● Records from a data source
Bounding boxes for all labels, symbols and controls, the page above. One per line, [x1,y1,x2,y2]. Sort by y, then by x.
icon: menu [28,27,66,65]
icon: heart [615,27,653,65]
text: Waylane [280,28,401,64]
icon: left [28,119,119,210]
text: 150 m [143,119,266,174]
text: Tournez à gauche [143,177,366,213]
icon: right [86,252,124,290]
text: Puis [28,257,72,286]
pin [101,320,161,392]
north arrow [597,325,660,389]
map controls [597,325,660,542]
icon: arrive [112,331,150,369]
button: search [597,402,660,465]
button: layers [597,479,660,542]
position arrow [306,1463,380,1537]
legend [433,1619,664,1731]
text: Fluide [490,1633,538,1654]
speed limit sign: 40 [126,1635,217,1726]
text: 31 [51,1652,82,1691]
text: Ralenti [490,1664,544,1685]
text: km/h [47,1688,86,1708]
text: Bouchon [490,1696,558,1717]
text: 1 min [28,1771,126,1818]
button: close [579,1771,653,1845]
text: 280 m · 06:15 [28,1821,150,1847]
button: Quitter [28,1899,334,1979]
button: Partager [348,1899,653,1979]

● PROBLEM DESCRIPTION
Every record above is to be copied exactly.

● SOLUTION TO THIS EXERCISE
Bounding boxes for all labels, symbols and controls, the page above. One per line, [x1,y1,x2,y2]. Sort by y, then by x.
icon: menu [28,27,66,65]
icon: heart [615,27,653,65]
text: Waylane [280,28,401,64]
icon: left [28,119,119,210]
text: 150 m [143,119,266,174]
text: Tournez à gauche [143,177,366,213]
icon: right [86,252,124,290]
text: Puis [28,257,72,286]
pin [101,320,161,392]
north arrow [597,325,660,389]
map controls [597,325,660,542]
icon: arrive [112,331,150,369]
button: search [597,402,660,465]
button: layers [597,479,660,542]
position arrow [306,1463,380,1537]
legend [433,1619,664,1731]
text: Fluide [490,1633,538,1654]
speed limit sign: 40 [126,1635,217,1726]
text: 31 [51,1652,82,1691]
text: Ralenti [490,1664,544,1685]
text: km/h [47,1688,86,1708]
text: Bouchon [490,1696,558,1717]
text: 1 min [28,1771,126,1818]
button: close [579,1771,653,1845]
text: 280 m · 06:15 [28,1821,150,1847]
button: Quitter [28,1899,334,1979]
button: Partager [348,1899,653,1979]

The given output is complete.